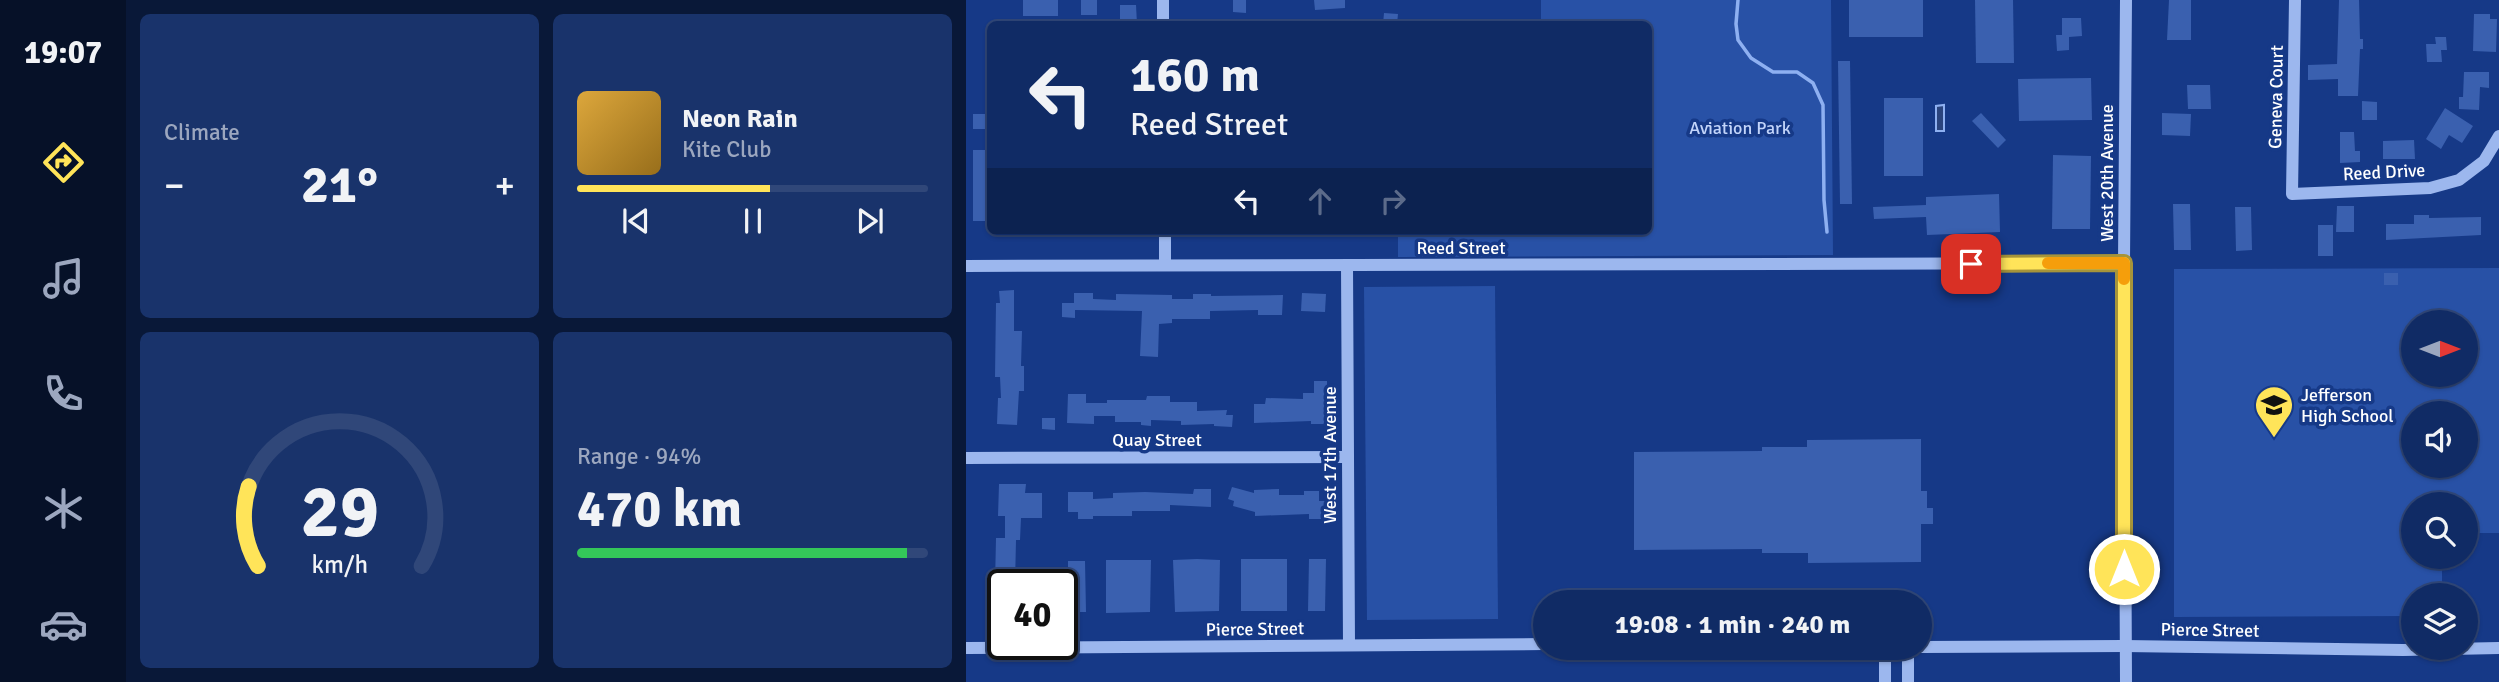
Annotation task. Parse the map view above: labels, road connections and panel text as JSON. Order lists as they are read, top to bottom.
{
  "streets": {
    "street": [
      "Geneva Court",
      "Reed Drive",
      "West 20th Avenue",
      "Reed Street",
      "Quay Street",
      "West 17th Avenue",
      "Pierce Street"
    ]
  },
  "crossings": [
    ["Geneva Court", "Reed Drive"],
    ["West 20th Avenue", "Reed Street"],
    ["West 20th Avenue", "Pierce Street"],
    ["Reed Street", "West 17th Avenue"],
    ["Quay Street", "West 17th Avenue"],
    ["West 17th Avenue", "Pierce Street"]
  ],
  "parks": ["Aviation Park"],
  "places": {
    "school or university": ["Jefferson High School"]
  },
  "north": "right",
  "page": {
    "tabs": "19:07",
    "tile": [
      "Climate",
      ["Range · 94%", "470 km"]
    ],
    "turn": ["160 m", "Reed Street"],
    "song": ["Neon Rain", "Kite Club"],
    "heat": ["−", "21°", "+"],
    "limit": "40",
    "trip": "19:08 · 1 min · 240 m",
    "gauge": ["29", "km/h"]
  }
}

|---|

» Exercise description:
The output should consist of the records above, reproduced exactly, without pictures.

» Output for this exercise:
Annotation task. Parse the map view above: labels, road connections and panel text as JSON. Order lists as they are read, top to bottom.
{
  "streets": {
    "street": [
      "Geneva Court",
      "Reed Drive",
      "West 20th Avenue",
      "Reed Street",
      "Quay Street",
      "West 17th Avenue",
      "Pierce Street"
    ]
  },
  "crossings": [
    ["Geneva Court", "Reed Drive"],
    ["West 20th Avenue", "Reed Street"],
    ["West 20th Avenue", "Pierce Street"],
    ["Reed Street", "West 17th Avenue"],
    ["Quay Street", "West 17th Avenue"],
    ["West 17th Avenue", "Pierce Street"]
  ],
  "parks": ["Aviation Park"],
  "places": {
    "school or university": ["Jefferson High School"]
  },
  "north": "right",
  "page": {
    "tabs": "19:07",
    "tile": [
      "Climate",
      ["Range · 94%", "470 km"]
    ],
    "turn": ["160 m", "Reed Street"],
    "song": ["Neon Rain", "Kite Club"],
    "heat": ["−", "21°", "+"],
    "limit": "40",
    "trip": "19:08 · 1 min · 240 m",
    "gauge": ["29", "km/h"]
  }
}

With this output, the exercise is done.